▸ ABOUT THIS EXERCISE
Note each line in the data below that holds "none", and copy it.

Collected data
● ● ● ● ● ● ●
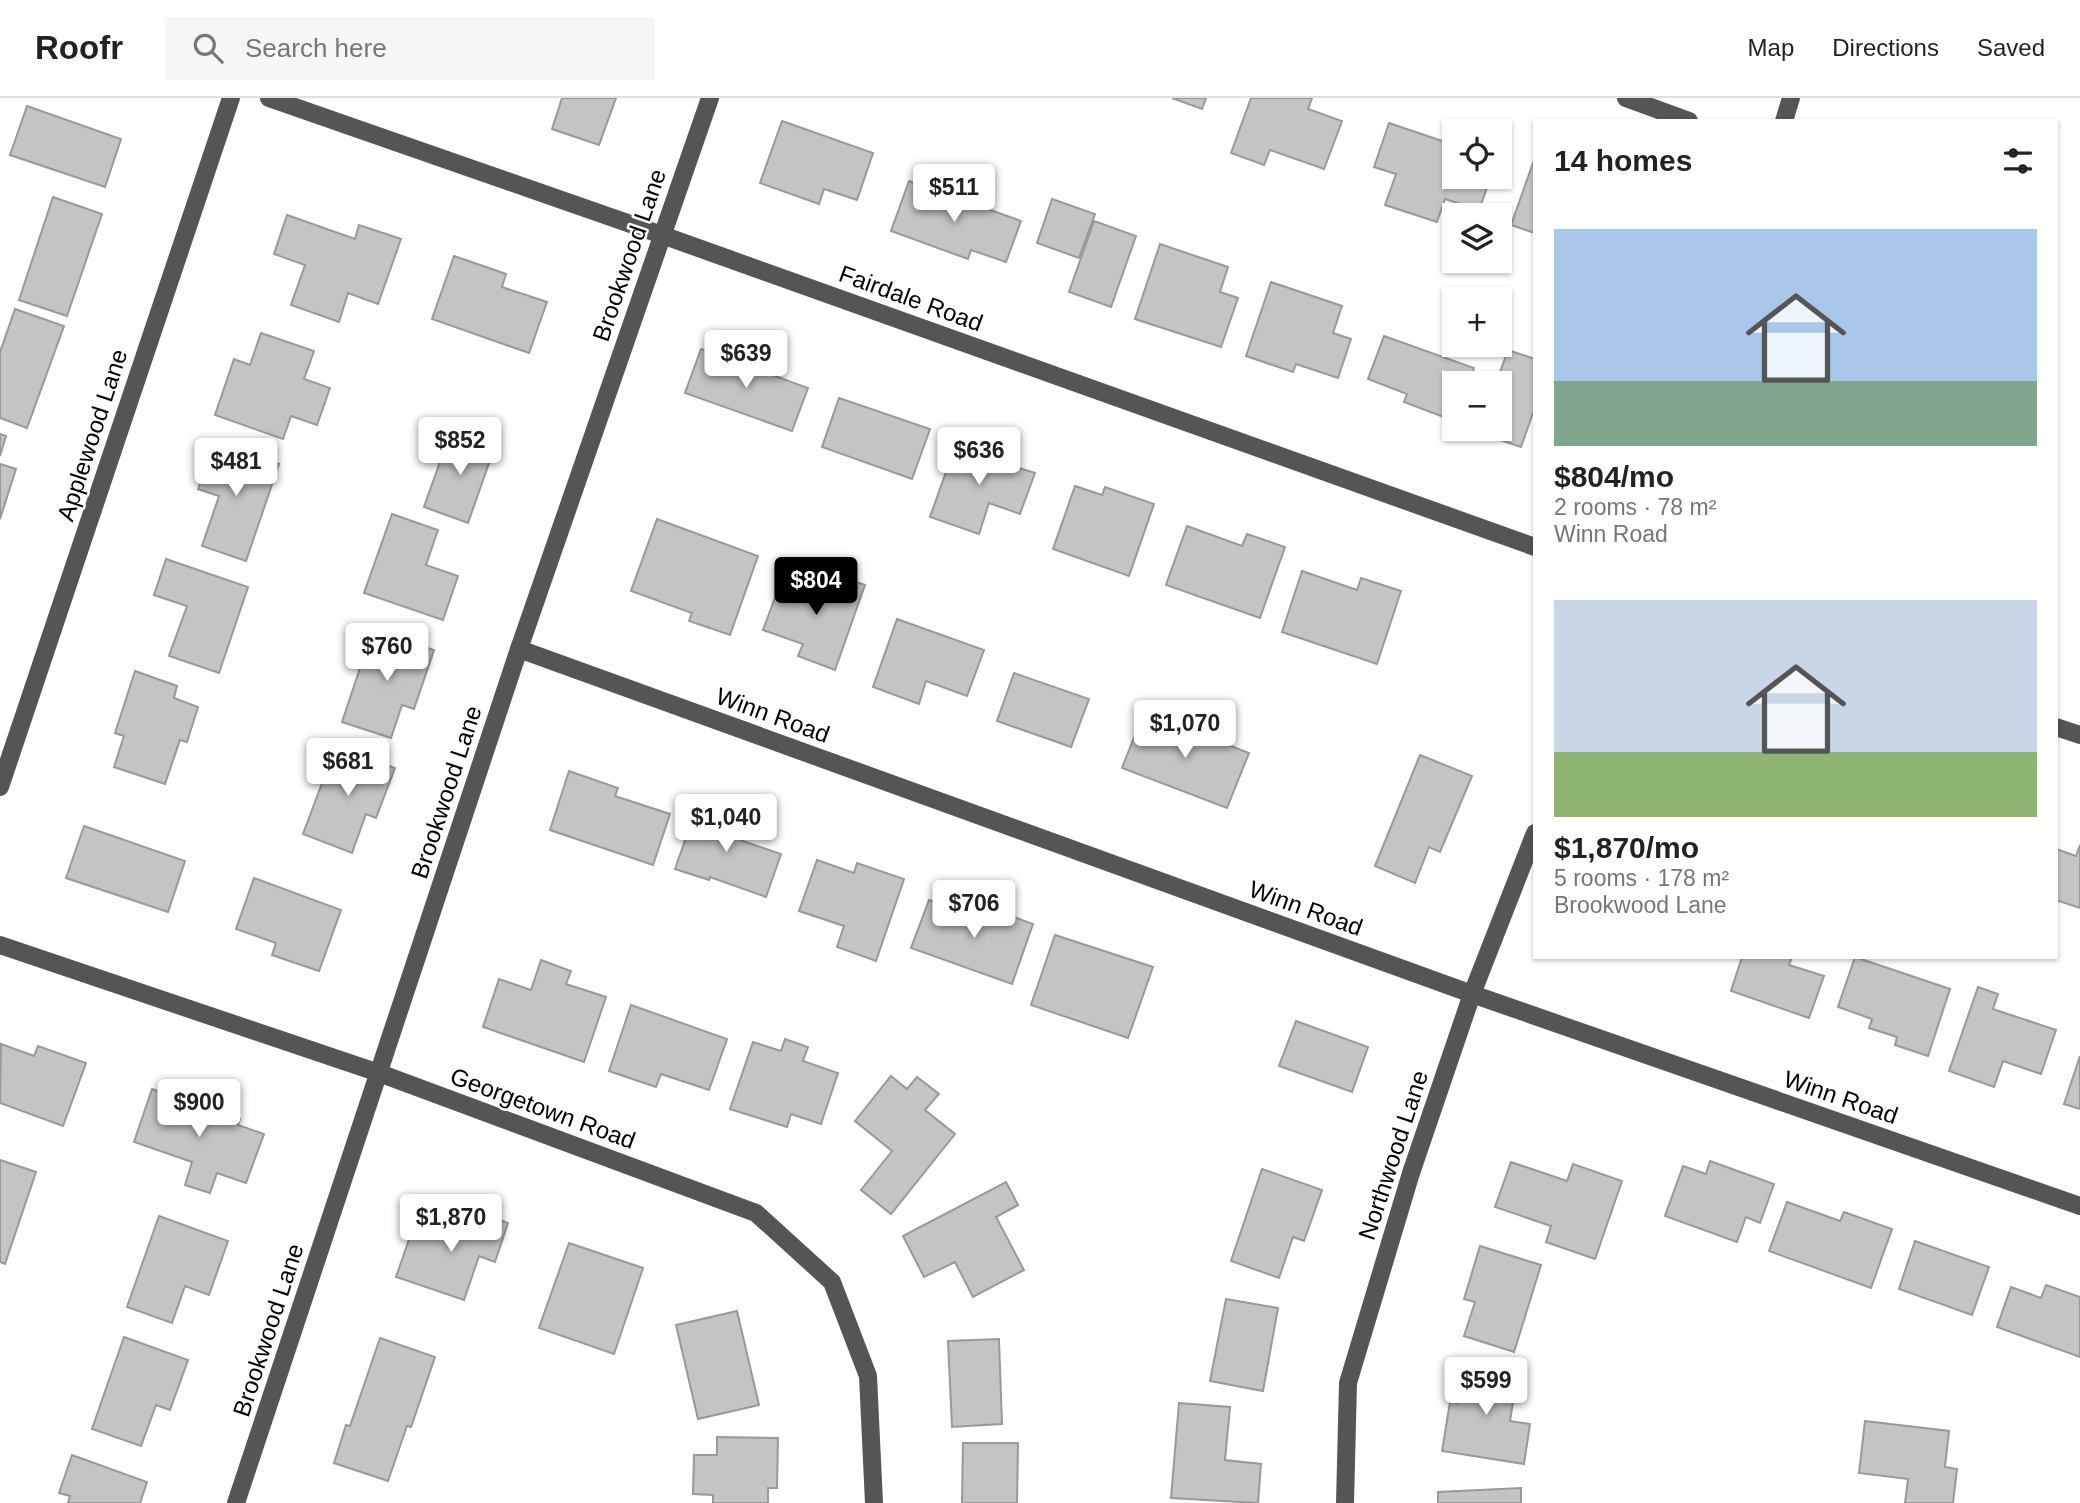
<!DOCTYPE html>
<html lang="en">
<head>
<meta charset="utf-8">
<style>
  body { margin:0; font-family:Arial,sans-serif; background:#f6f6f6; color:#222; height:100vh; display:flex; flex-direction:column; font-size:26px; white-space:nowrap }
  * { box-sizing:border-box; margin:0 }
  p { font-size:23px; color:#767676 }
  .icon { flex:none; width:38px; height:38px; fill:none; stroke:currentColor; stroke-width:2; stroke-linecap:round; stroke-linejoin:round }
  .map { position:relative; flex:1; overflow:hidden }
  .sheet { position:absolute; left:1533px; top:21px; width:525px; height:840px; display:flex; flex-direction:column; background:#fff; border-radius:0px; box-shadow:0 2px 5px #0004 }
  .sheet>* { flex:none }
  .fabs { position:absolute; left:1442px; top:21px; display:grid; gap:14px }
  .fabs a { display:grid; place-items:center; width:70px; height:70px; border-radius:0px; background:#fff; box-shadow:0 2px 5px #0004; font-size:35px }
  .price { position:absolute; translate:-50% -60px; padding:0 16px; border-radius:7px; background:#fff; color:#222; font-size:23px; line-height:46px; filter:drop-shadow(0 2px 4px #0008) }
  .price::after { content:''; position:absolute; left:50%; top:42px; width:21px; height:16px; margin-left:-10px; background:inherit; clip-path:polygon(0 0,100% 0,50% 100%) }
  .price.on { background:#000; color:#fff }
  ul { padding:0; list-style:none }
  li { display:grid; align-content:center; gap:14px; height:371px; padding:0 21px }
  li span { display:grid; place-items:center; height:217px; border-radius:0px; color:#555 }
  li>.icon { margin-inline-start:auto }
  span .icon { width:126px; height:126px; fill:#fffc; stroke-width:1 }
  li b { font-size:30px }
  h2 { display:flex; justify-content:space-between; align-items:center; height:84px; padding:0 21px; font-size:30px }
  header { display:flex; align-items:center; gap:42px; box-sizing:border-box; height:98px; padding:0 35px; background:#fff; border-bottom:2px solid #e0e0e0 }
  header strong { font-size:33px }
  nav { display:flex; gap:38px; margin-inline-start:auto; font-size:24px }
  .search { width:490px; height:63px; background:#f6f6f6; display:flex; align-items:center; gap:18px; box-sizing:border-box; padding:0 24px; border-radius:0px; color:#767676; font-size:26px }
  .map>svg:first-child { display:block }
  .building { fill:#c4c4c4; stroke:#999; stroke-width:2 }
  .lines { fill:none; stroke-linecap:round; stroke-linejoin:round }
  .minor { stroke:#555; stroke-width:18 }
  .labels { text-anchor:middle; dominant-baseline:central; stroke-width:5; stroke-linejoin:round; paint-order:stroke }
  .street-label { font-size:24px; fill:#000; stroke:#fff }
</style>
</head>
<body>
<header>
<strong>Roofr</strong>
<div class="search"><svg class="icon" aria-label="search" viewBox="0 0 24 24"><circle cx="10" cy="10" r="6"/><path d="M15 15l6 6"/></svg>Search here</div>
<nav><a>Map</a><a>Directions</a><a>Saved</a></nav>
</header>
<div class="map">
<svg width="2080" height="1405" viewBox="0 0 2080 1405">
  <rect width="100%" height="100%" fill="#fff"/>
  <g class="building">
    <polygon points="562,0 616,0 599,47 552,31"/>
    <polygon points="1172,0 1206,0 1202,11"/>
    <polygon points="1251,0 1312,0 1308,11 1342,23 1324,71 1270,52 1264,67 1231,55"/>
    <polygon points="27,8 121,41 105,89 10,57"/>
    <polygon points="782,23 873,55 857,102 824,91 819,106 760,85"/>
    <polygon points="1389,25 1454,47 1454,79 1491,79 1479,112 1445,101 1437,124 1385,107 1396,76 1374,69"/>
    <polygon points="1533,65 1535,66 1535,135 1511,127"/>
    <polygon points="909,83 1021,123 1006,164 971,152 968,161 891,133"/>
    <polygon points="53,99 102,116 67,218 19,202"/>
    <polygon points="1052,101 1095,116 1079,160 1037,145"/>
    <polygon points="287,117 355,141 359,127 401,141 378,206 348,195 339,224 291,207 305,167 274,156"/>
    <polygon points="1094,123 1136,138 1111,209 1069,194"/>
    <polygon points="1160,146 1228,169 1220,194 1238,200 1221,249 1135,221"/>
    <polygon points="454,158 506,176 502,189 547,204 529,255 432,221"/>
    <polygon points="1271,184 1342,208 1333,235 1351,241 1338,280 1296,266 1293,274 1246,258"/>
    <polygon points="15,211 64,228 27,330 0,320 0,254"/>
    <polygon points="261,235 314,253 304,281 330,290 317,327 291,318 283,341 215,317 234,261 250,267"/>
    <polygon points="1384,238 1474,270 1469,285 1454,285 1454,323 1404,304 1407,296 1368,281"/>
    <polygon points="701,251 808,290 792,333 685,295"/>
    <polygon points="1508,252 1535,261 1535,315 1533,315 1521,349 1479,335 1481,331 1500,331 1500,285 1496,285"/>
    <polygon points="839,300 930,331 912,381 822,349"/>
    <polygon points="451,333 495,348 468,425 424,409"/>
    <polygon points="0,336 6,338 0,358"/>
    <polygon points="958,340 1006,357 1003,365 1035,375 1020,416 989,405 979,436 930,419"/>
    <polygon points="214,344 279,366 246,463 202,448 219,398 198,391"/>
    <polygon points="0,366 16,371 0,421"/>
    <polygon points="1075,388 1102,397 1105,389 1154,406 1129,478 1053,451"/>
    <polygon points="392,416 438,432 426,467 458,478 443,522 364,495"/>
    <polygon points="657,421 758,458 730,537 689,523 692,515 631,493"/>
    <polygon points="1187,428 1242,448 1247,436 1285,449 1260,520 1166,487"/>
    <polygon points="166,461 248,489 219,575 169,558 187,508 154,497"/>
    <polygon points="1302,473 1357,492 1361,480 1401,493 1377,566 1282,534"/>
    <polygon points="829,475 865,487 835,572 798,558 803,546 763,532 782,481 822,495"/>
    <polygon points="897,521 984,552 967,598 926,583 919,606 873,589"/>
    <polygon points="373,531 434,552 414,611 402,607 391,640 342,624"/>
    <polygon points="135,573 177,588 174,600 198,609 187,644 180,642 165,686 114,669 124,638 115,635"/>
    <polygon points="1014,575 1089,601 1071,649 997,623"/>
    <polygon points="1144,614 1249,655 1227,710 1122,670"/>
    <polygon points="336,648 395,670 376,720 366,716 352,755 303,736"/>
    <polygon points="1420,657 1472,678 1440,754 1429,749 1415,785 1375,768"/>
    <polygon points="569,673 618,690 615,698 670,716 653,767 550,732"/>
    <polygon points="697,708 746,725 740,742 781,756 766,799 710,779 709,782 675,771"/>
    <polygon points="84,728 185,763 168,814 66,780"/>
    <polygon points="2080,747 2080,810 2056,802 2056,751 2076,758"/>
    <polygon points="817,762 854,775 857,765 904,781 876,863 837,849 844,828 799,813"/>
    <polygon points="254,780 341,812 319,873 272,857 276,845 236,831"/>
    <polygon points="929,802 982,821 987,809 1033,826 1012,886 911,850"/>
    <polygon points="1055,837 1153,869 1128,940 1031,907"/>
    <polygon points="1742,859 1792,859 1789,867 1824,878 1809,920 1731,893"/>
    <polygon points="1855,859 1950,891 1928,958 1895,947 1897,939 1869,930 1872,921 1838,909"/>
    <polygon points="541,862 571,873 566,886 606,899 584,964 483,929 499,881 531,892"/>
    <polygon points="1978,889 1998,896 1993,911 2056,932 2041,976 2003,963 1994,989 1949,973"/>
    <polygon points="631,907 727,941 709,992 661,976 656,989 609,973"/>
    <polygon points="1296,923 1368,949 1352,994 1279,968"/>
    <polygon points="785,941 808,949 803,963 838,975 821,1026 791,1016 787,1029 730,1011 753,944 781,953"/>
    <polygon points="1,946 34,958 38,948 86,965 63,1028 0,1005"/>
    <polygon points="2080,958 2080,1011 2064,1006"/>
    <polygon points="891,978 907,991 917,979 939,996 925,1012 955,1036 891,1116 861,1092 892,1053 855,1023"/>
    <polygon points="152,991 240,1021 238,1027 264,1036 246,1085 217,1075 210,1095 185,1087 192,1064 134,1044"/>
    <polygon points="0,1062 36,1074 5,1166 0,1164"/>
    <polygon points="1710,1063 1774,1086 1760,1125 1746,1119 1737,1144 1665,1118 1683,1068 1706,1076"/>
    <polygon points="1511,1064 1567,1083 1573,1066 1622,1083 1595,1161 1546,1144 1551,1128 1495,1109"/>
    <polygon points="1262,1071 1322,1092 1304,1143 1293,1139 1279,1180 1231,1163"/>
    <polygon points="1006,1084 1018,1107 996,1119 1024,1172 973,1199 955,1164 924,1179 903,1138"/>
    <polygon points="1787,1104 1840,1123 1844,1114 1892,1131 1871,1190 1769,1153"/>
    <polygon points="467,1110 508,1125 495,1164 479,1158 464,1202 396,1179 415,1124 457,1139"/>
    <polygon points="159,1118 228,1143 209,1197 185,1188 172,1225 127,1209"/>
    <polygon points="1915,1143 1989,1169 1972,1217 1899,1191"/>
    <polygon points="569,1145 643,1170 614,1256 539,1230"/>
    <polygon points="1480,1148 1541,1167 1514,1254 1464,1238 1475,1204 1464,1201"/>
    <polygon points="2046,1187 2080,1199 2080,1259 1997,1229 2011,1189 2041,1200"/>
    <polygon points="1226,1201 1278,1210 1263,1293 1210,1283"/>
    <polygon points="737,1213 759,1307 698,1321 676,1227"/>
    <polygon points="124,1239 188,1262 170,1312 156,1307 141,1348 92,1331"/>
    <polygon points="380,1240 435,1259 411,1329 407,1328 388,1383 334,1365 346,1327 350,1328"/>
    <polygon points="999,1241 1002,1326 952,1329 948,1243"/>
    <polygon points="1465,1264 1518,1273 1510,1323 1530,1326 1524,1366 1442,1353 1450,1304 1458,1305"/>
    <polygon points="1179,1305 1230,1309 1225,1362 1261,1366 1258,1405 1171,1400"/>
    <polygon points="1865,1323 1949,1333 1945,1369 1957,1371 1953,1405 1905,1405 1908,1381 1859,1375"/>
    <polygon points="717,1339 778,1340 777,1390 768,1390 768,1405 713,1405 713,1397 693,1396 694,1357 717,1357"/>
    <polygon points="963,1345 1018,1345 1017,1405 962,1405"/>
    <polygon points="72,1357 147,1384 140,1405 68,1405 70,1398 59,1395"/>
    <polygon points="1521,1390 1521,1405 1438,1405 1438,1394"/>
  </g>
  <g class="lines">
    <g class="minor">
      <polyline points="269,0 662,137 1535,449"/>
      <polyline points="1626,0 1689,23"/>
      <polyline points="1784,23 1791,0"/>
      <polyline points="519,551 1472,896 2080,1108"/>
      <polyline points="2056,629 2080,637"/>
      <polyline points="0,689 231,0"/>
      <polyline points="0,847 379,975 756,1115 832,1184 868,1278 874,1405"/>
      <polyline points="236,1405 519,551 710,0"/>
      <polyline points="1345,1405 1348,1285 1411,1075 1472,896 1535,735"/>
    </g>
  </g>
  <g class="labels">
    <g class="street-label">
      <text transform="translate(629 157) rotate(-71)">Brookwood Lane</text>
      <text transform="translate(911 200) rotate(20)">Fairdale Road</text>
      <text transform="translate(92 337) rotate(-72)">Applewood Lane</text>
      <text transform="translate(773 617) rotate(20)">Winn Road</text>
      <text transform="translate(446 694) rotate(-72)">Brookwood Lane</text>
      <text transform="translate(1306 810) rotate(20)">Winn Road</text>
      <text transform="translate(1841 999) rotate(19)">Winn Road</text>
      <text transform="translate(543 1010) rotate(20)">Georgetown Road</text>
      <text transform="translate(1393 1057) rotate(-72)">Northwood Lane</text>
      <text transform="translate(268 1232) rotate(-72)">Brookwood Lane</text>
    </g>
  </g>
</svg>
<div class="fabs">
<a><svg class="icon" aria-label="locate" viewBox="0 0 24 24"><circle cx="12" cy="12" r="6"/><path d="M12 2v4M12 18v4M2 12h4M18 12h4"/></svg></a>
<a><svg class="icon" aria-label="layers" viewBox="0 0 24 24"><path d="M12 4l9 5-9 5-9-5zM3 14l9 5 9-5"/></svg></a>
<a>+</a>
<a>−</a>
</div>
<b class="price" style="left:954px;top:126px">$511</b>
<b class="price" style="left:746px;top:292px">$639</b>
<b class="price" style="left:460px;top:379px">$852</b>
<b class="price" style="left:979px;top:389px">$636</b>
<b class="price" style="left:236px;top:400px">$481</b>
<b class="price on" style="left:816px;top:519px">$804</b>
<b class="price" style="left:387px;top:585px">$760</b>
<b class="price" style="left:1185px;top:662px">$1,070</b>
<b class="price" style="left:348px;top:700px">$681</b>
<b class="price" style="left:726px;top:756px">$1,040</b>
<b class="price" style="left:974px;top:842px">$706</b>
<b class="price" style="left:199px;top:1041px">$900</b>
<b class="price" style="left:451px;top:1156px">$1,870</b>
<b class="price" style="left:1486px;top:1319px">$599</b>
<section class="sheet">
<h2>14 homes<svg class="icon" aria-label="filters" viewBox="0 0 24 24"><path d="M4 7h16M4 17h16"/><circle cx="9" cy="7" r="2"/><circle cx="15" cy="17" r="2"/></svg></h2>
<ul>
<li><span style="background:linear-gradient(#a9c7e8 70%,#7fa58c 0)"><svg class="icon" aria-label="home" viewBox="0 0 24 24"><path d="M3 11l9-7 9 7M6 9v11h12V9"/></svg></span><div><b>$804/mo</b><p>2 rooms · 78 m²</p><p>Winn Road</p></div></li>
<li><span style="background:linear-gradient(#c9d6e8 70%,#8fb573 0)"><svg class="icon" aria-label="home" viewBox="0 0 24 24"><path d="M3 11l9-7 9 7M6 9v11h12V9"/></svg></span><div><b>$1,870/mo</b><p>5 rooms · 178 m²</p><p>Brookwood Lane</p></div></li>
</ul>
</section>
</div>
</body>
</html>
● ● ● ● ● ● ●
▸ ANSWER TO THIS EXERCISE
  .icon { flex:none; width:38px; height:38px; fill:none; stroke:currentColor; stroke-width:2; stroke-linecap:round; stroke-linejoin:round }
  .sheet>* { flex:none }
  ul { padding:0; list-style:none }
  .lines { fill:none; stroke-linecap:round; stroke-linejoin:round }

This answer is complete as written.